** Task goal **
Please write out exactly the lines of the data below from the line holding "27,-113 22,-51 154,-194zM1224,19h22v22h-22zM1224,63h22v22h-22z" through the line holding "M666,220l2,7 31,8 8,35", and leave out the rest.

##############################

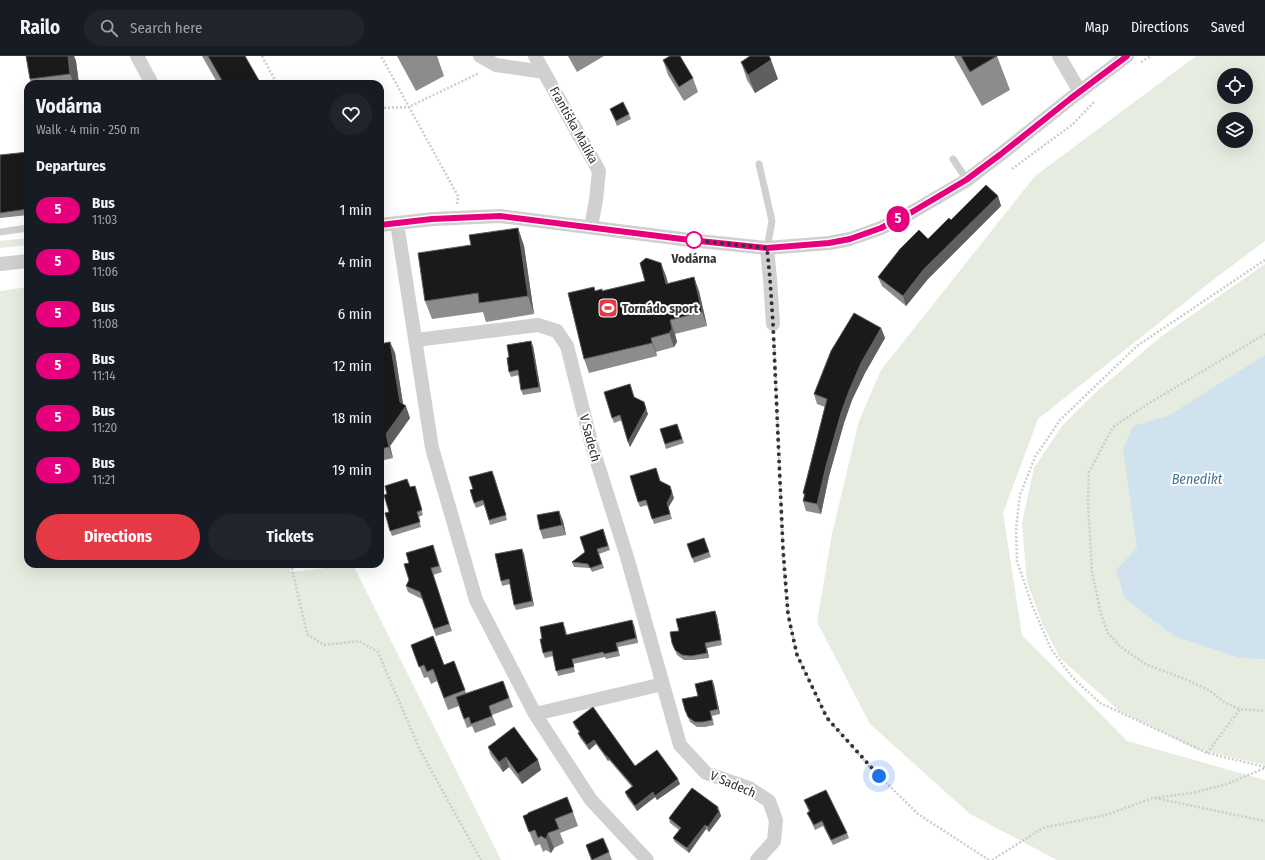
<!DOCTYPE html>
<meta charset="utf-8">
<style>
:root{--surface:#171b24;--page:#20242c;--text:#f1f3f6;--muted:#9ea1a6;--line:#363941;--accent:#e63946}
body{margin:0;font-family:"Fira Sans Condensed",sans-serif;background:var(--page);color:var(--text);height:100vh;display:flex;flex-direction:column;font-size:15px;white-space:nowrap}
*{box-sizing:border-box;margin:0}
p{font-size:13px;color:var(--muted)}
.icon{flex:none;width:22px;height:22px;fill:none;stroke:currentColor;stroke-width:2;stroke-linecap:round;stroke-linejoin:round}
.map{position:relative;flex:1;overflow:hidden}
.panel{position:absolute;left:24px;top:24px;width:360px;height:488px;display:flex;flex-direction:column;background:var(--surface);border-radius:12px;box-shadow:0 4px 16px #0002}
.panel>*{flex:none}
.badge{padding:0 8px;border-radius:13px;font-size:14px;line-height:26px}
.fabs{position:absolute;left:1217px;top:12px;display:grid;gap:8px}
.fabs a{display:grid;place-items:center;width:36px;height:36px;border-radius:50%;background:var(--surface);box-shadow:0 4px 16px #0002;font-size:20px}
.you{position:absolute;width:20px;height:20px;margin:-10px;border:3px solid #fff;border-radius:50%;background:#1a73e8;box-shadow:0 0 0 6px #1a73e833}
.map>.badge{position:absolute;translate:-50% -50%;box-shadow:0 0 0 2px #fff}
h2{padding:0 12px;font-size:15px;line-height:36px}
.round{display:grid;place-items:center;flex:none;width:42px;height:42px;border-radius:21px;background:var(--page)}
.head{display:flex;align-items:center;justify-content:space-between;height:68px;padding:0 12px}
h1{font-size:19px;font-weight:700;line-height:30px}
.button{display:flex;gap:8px;margin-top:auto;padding:8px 12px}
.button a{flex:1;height:46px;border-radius:24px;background:var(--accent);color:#fff;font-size:16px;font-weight:700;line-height:46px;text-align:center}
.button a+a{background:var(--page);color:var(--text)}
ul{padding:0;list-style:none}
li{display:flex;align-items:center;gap:12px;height:52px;padding:0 12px}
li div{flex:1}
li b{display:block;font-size:15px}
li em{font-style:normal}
li .badge{min-width:44px;font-weight:700;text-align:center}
header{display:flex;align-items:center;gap:24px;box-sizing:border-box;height:56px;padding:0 20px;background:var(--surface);border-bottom:1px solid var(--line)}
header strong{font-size:19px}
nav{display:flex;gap:22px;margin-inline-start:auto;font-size:14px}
.search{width:280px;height:36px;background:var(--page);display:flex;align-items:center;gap:10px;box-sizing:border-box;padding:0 14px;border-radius:22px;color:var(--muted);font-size:15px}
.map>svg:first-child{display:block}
</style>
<header>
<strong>Railo</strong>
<div class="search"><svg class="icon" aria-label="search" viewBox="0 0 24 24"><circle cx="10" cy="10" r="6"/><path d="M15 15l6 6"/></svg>Search here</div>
<nav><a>Map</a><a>Directions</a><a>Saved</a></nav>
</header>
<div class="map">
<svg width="1265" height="804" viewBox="0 0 1265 804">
<rect width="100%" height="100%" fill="#fff"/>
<path fill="#e6ecdf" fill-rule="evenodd" d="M1196,0h69v185l-52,39 -175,139 -35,94 19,122 105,106 138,39v80h-208l-87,-46 -100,-90 -53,-102 15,-88 27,-113 22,-51 154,-194zM1224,19h22v22h-22zM1224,63h22v22h-22z
M28,182v7l-28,3v-7z
M1265,208v501l-69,-16 -78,-39 -58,-52 -18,-35 -15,-41 -5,-59 12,-55 28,-42 34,-34 63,-54z
M28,231v277h259l4,8 62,-7 148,295h-501v-569z"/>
<path fill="#cfe2ee" d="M1265,299v304l-25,-1 -66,-22 -49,-37 -9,-29 21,-22 -14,-99 10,-23 35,-10z"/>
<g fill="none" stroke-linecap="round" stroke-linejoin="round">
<path stroke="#cdcdcd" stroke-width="2.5" stroke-dasharray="2 2" stroke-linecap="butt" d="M262,0l15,28
M1141,6l10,-6
M380,52l29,-1 -28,-51
M1012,113l61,-45 22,-23
M457,148l1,-8 -49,-89 70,-34
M1265,204l-128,86 -77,74 -25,37 -15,38 -4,33 1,33 15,44 19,44 21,28 28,26 107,50 58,14
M1265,278l-119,71 -33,22 -24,45 -1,30 4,70 9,42 7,19 13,14 26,18 38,14 24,11 16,13 15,6 25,2
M774,281l10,236 4,41 9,41 30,63 42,48 49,48 71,46
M291,508l16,70 17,11 35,-4 19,11 42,98 61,110
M1207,697l33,-44
M1155,742l110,23
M992,804l51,-32 63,-13 47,-17 39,-5 35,-9 38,-16"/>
<path stroke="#d0d0d0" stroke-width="7" d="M953,103l14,21
M759,108l13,57 -5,27
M0,176l28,-4"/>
<path stroke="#d0d0d0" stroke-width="14" d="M137,0l15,28
M480,0l16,9 48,7
M535,0l64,115 -3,29 -5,27
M1059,0l21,36
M397,167l35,225 44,152 59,114 56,86 56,60
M380,169l53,-6 67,-3 190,24 77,8 62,-5 21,-4 31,-11 31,-16 55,-32 34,-26 69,-55 57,-43
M767,192l3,31 3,45
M0,208l28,-3
M416,284l122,-15 19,6 10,15 25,100 35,111 53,188 26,28 43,15 20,13 7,19 -2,21 -17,19
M535,658l128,-30"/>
</g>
<path fill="#8c8c8c" d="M26,0h48l2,5 3,23h-48l-1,-5z
M202,0h43l16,28h-43z
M397,0h40l7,20 -28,15z
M568,0h36l-27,16z
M954,0h43l13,34 -28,16z
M663,4l30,18 5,14 -14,9 -16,-26z
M741,6l37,17 -23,14 -8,-13z
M610,53l19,5 2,5 -14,7z
M28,96v63l-28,3v-63z
M998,140l3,10 -73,73 -22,27 -24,-20 -4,-9 50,-38 23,-19z
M518,172l6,18 10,68 -48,8 -3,-10 -51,7 -7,-18 46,-56z
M666,220l2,7 31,8 8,35 -32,8 2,8 -3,5 -18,5 1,4 -68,17 -5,-14 11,-68h7z
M881,272l4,10 -20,35 -13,27 -8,23 -15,53 -8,38 -15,-3 -3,-10 1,-5 -1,-3 22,-86 -8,-3 -3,-10z
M390,286l5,11 8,51 7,14 -20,28 3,12 -13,3v-117z
M533,290l8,46 -18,3 -2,-5 -2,-15 -8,2 -2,-5v-15z
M634,341l14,17 -18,33 -8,-27 -8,3 -2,-5z
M677,368l7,19 -18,6 -6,-20z
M494,419l13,45 -17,5 -6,-20 -8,3 -2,-5 -1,-14z
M660,425l14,17 -6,10 4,11 -18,5 -6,-19 -8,2 -2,-5z
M415,430l8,29 -5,2 3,10 -29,9 -2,-5 -1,-19 21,-25z
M563,465l3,14 -23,4 -3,-9z
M603,473l7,21 -11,4 5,14 -12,4 -2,-4 -16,-1 -2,-5 13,-10z
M704,482l7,19 -17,6 -7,-19z
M522,493l2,5 10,52 -18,4 -2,-5 -4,-21 -8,2 -1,-5z
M435,495l7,21 -9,3 19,56 -16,5 -14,-37 -14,-7 -2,-6 3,-6v-17z
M715,555l2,5 5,29 -15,3 2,10 -16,2h-9l-7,-5 -5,-12 7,-12z
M634,569l4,18 -20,4 2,9 -14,3 -1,-2 -32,7 2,8 -17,4 -5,-20 -8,2 -2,-5 -1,-14 23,-12 2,8z
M411,589l33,20 10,-4 12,32 37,-12 10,26 -21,8 4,10 -21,8 -3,-7 -5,2 -8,-22 -11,4 -11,-29 -6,3 -3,-7 -4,1z
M712,624l2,5 6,29 -8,2 2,9 -9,2h-8l-7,-5 -5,-12z
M573,666l62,44 45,18 -23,16 -2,-3 -18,14 -10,-14 -2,-5 7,-5 -23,-27 -1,1 -12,-17 -7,6 -9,-12 -2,-5 1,-1 -4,-5z
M488,691l50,13 3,10 -19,14 -13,-17 -6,5 -12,-16z
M804,744l43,33 2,5 -16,7 -10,-19 -8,4 -6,-13 -2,-4 2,-1z
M718,751l3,9 -12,16 -3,-3 -17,24 -14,-11 -2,-4 6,-8 -9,-7 -1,-5z
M573,756l5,14 -18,7 4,10 -10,5 -3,5 -5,-3 -3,2 -3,-8 -5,2 -12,-30z
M586,789l23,7 3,8h-21z"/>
<path fill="#5f5f5f" d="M68,0h6l2,5 3,23h-5l-4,-10z
M771,4l7,19 -23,14 -7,-18z
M998,140l3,10 -73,73 -22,27 -3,-10 21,-27z
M518,172l6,18 10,68 -6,-18z
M661,207l5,13 5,21 -5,-13z
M694,221l5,14 8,35 -5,-14z
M670,264l5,14 2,8 -3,5 -5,-14z
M881,272l4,10 -20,35 -13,27 -8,23 -15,53 -8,38 -4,-10 9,-38 15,-53 8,-22 12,-28z
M651,282l5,14 1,4 -5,-13z
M531,285l2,5 8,46 -2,-5z
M390,286l5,11 9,57 2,-4 4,12 -20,28 3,12 -4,-11 -3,-13 14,-32z
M644,346l4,12 -18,33 -2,-5z
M670,430l4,12 -6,10 4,11 -5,-16z
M559,455l4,10 3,14 -4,-10z
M522,493l2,5 10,52 -2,-5z
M715,555l2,5 5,29 -1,-5z
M632,564l2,5 4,18 -2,-5z
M705,587l2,5 2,10 -2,-5z
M712,624l2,5 6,29 -2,-5z
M594,684l2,4 -7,6 -2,-5z
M606,700h1l2,4 -1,1z
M506,701l3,10 -6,5 -4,-10z
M538,704l3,10 -19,14 -4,-10z
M678,723l2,5 -23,16 -2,-4z
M653,736l2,5 -18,14 -2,-5z
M718,751l3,9 -12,16 -1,-5z
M705,769l1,4 -17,24 -2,-5z
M548,777l6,15 -3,5 -5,-14z"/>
<path fill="#1a1a1a" stroke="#5f5f5f" d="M26,0h42l2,18 -40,5z
M208,0h37l16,28h-37z
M670,0h10l13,22 -14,9 -16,-27z
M750,0h19l2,4 -23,15 -7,-13z
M961,0h36l-27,16z
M623,46l6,12 -13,7 -6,-12z
M28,96v57l-28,4v-58z
M986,129l12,11 -74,73 -21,27 -25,-19 22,-28 19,-19 9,9 21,-21 2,2z
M518,172l10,68 -49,7 -1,-10 -53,8 -7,-48 53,-8 -2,-10z
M646,202l15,5 5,21 28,-7 8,35 -32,8 2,9 -3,4 -18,5 1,5 -68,16 -16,-66 26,-6 1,4 7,-2v2l43,-10 -5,-18z
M854,257l27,15 -20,35 -12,28 -8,22 -15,53 -9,38 -14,-3 2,-7 -2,-1 4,-15 20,-79 -13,-5 17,-43z
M531,285l8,46 -18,3 -3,-20 -9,2 -2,-14 2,-1 -2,-12z
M390,286l10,60 6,4 -20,28 3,13 -9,2v-105z
M630,328l4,13 10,5 2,7 -18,33 -8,-27 -8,3 -8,-26z
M677,368l5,15 -17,5 -5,-15z
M656,412l4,13 10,5 2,7 -5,10 3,11 -18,5 -6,-19 -8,2 -8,-26z
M492,415l14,44 -17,5 -6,-20 -9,3 -4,-13 3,-1 -4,-12z
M407,423l3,8 5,-1 7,24 -5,2 3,10 -30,9 -5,-18 4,-1 -5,-17 3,-1 -2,-8z
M559,455l3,14 -22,5 -3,-15z
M603,473l5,17 -11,3 5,15 -12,4 -2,-4 -16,-2 13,-10 -5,-15z
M704,482l5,14 -17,6 -5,-14z
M433,489l6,21 -8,2 18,56 -15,5 -14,-37 -14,-6 3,-6 -5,-16 5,-1 -3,-10z
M522,493l10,52 -18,4 -5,-26 -8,2 -6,-27z
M715,555l6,29 -16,3 2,10 -16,3 -9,-1 -7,-5 -3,-7 -2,-11 9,-1 -3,-12z
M632,564l4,18 -20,5 2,8 -14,3 -1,-2 -31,7 2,8 -18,4 -4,-20 -9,2 -3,-14h2l-2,-12 23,-5 3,13z
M433,580l11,29 10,-4 11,29 -21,8 -11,-29 -6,3 -3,-7 -5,2 -8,-22z
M712,624l6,29 -8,2 2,9 -9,2h-8l-7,-5 -3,-7 -3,-11 16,-3 -3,-12z
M503,625l6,17 -20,8 3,10 -21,8 -2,-7 -5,2 -8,-22z
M593,651l42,59 22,-16 21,29 -23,17 -2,-4 -18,14 -10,-14 8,-6 -26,-30h-1l-12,-16 -7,5 -9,-12 2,-1 -7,-10z
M514,671l24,33 -20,14 -12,-17 -7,5 -11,-15z
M692,732l26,19 -1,2 2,2 -11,16 -3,-2 -18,23 -14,-10 8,-10 -12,-10z
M826,734l21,43 -16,7 -9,-19 -8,4 -7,-12 3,-2 -6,-11z
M567,741l6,15 -18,7 4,10 -11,4 -2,6 -5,-3 -3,2 -3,-8 -6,2 -6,-16 5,-2v-1z
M603,782l6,14 -17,8 -6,-15z"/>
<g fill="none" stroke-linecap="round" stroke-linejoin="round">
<g stroke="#fff" stroke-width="9">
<path id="line" d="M380,169l52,-6 68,-3 190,24 77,8 62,-5 21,-4 31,-11 31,-16 54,-32 35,-26 69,-55 57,-43"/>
</g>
<use href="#line" stroke="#e6007e" stroke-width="6"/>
<path stroke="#333" stroke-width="4" stroke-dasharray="0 7.2" d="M694,184h-4l77,8 3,31 3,45 10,225 5,65 3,14 6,27 30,63 52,58"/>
</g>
<defs>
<g id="stadium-square" transform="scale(1)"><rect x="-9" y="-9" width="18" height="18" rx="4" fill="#e63946" stroke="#fff"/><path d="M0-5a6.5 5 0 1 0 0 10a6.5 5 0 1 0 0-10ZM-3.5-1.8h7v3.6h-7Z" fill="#fff"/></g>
</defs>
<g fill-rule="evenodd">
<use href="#stadium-square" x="608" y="252"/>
</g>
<circle fill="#fff" stroke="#e6007e" stroke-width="2" cx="694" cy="184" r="8"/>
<g text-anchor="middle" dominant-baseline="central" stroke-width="4" stroke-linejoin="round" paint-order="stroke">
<g font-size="13" fill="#333" stroke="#fff">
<text transform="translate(574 69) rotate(61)">Františka Malíka</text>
<text transform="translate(590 382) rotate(75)">V Sadech</text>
<text transform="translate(733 728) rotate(23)">V Sadech</text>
</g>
<g font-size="13" font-weight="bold" fill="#333" stroke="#fff">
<text x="694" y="202">Vodárna</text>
</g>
<g font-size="13" font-weight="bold" fill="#333" stroke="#fff" text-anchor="start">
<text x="622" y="252">Tornádo sport</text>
</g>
<g font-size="14" font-style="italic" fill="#3f7597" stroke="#fff">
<text x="1197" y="423">Benedikt</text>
</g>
</g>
</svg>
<div class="fabs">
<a><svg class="icon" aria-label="locate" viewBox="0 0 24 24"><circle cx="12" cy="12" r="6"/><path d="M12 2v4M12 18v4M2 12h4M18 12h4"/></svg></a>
<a><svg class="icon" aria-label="layers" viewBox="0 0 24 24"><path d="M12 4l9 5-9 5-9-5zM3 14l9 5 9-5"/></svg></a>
</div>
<div class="you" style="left:879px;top:720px"></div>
<b class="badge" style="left:898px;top:163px;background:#e6007e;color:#fff">5</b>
<section class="panel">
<div class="head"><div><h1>Vodárna</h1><p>Walk · 4 min · 250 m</p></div><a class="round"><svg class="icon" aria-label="heart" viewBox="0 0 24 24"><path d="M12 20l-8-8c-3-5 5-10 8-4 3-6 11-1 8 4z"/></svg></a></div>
<h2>Departures</h2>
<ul>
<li><span class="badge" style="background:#e6007e;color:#fff">5</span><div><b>Bus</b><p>11:03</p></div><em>1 min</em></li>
<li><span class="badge" style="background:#e6007e;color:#fff">5</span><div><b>Bus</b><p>11:06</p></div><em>4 min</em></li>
<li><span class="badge" style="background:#e6007e;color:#fff">5</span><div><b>Bus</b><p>11:08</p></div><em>6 min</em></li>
<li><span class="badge" style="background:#e6007e;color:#fff">5</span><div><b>Bus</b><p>11:14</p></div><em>12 min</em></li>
<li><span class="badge" style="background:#e6007e;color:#fff">5</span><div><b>Bus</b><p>11:20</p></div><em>18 min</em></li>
<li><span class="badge" style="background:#e6007e;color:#fff">5</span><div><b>Bus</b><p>11:21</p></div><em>19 min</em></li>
</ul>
<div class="button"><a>Directions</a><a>Tickets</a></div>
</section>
</div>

##############################

** Finished task **
<path fill="#e6ecdf" fill-rule="evenodd" d="M1196,0h69v185l-52,39 -175,139 -35,94 19,122 105,106 138,39v80h-208l-87,-46 -100,-90 -53,-102 15,-88 27,-113 22,-51 154,-194zM1224,19h22v22h-22zM1224,63h22v22h-22z
M28,182v7l-28,3v-7z
M1265,208v501l-69,-16 -78,-39 -58,-52 -18,-35 -15,-41 -5,-59 12,-55 28,-42 34,-34 63,-54z
M28,231v277h259l4,8 62,-7 148,295h-501v-569z"/>
<path fill="#cfe2ee" d="M1265,299v304l-25,-1 -66,-22 -49,-37 -9,-29 21,-22 -14,-99 10,-23 35,-10z"/>
<g fill="none" stroke-linecap="round" stroke-linejoin="round">
<path stroke="#cdcdcd" stroke-width="2.5" stroke-dasharray="2 2" stroke-linecap="butt" d="M262,0l15,28
M1141,6l10,-6
M380,52l29,-1 -28,-51
M1012,113l61,-45 22,-23
M457,148l1,-8 -49,-89 70,-34
M1265,204l-128,86 -77,74 -25,37 -15,38 -4,33 1,33 15,44 19,44 21,28 28,26 107,50 58,14
M1265,278l-119,71 -33,22 -24,45 -1,30 4,70 9,42 7,19 13,14 26,18 38,14 24,11 16,13 15,6 25,2
M774,281l10,236 4,41 9,41 30,63 42,48 49,48 71,46
M291,508l16,70 17,11 35,-4 19,11 42,98 61,110
M1207,697l33,-44
M1155,742l110,23
M992,804l51,-32 63,-13 47,-17 39,-5 35,-9 38,-16"/>
<path stroke="#d0d0d0" stroke-width="7" d="M953,103l14,21
M759,108l13,57 -5,27
M0,176l28,-4"/>
<path stroke="#d0d0d0" stroke-width="14" d="M137,0l15,28
M480,0l16,9 48,7
M535,0l64,115 -3,29 -5,27
M1059,0l21,36
M397,167l35,225 44,152 59,114 56,86 56,60
M380,169l53,-6 67,-3 190,24 77,8 62,-5 21,-4 31,-11 31,-16 55,-32 34,-26 69,-55 57,-43
M767,192l3,31 3,45
M0,208l28,-3
M416,284l122,-15 19,6 10,15 25,100 35,111 53,188 26,28 43,15 20,13 7,19 -2,21 -17,19
M535,658l128,-30"/>
</g>
<path fill="#8c8c8c" d="M26,0h48l2,5 3,23h-48l-1,-5z
M202,0h43l16,28h-43z
M397,0h40l7,20 -28,15z
M568,0h36l-27,16z
M954,0h43l13,34 -28,16z
M663,4l30,18 5,14 -14,9 -16,-26z
M741,6l37,17 -23,14 -8,-13z
M610,53l19,5 2,5 -14,7z
M28,96v63l-28,3v-63z
M998,140l3,10 -73,73 -22,27 -24,-20 -4,-9 50,-38 23,-19z
M518,172l6,18 10,68 -48,8 -3,-10 -51,7 -7,-18 46,-56z
M666,220l2,7 31,8 8,35 -32,8 2,8 -3,5 -18,5 1,4 -68,17 -5,-14 11,-68h7z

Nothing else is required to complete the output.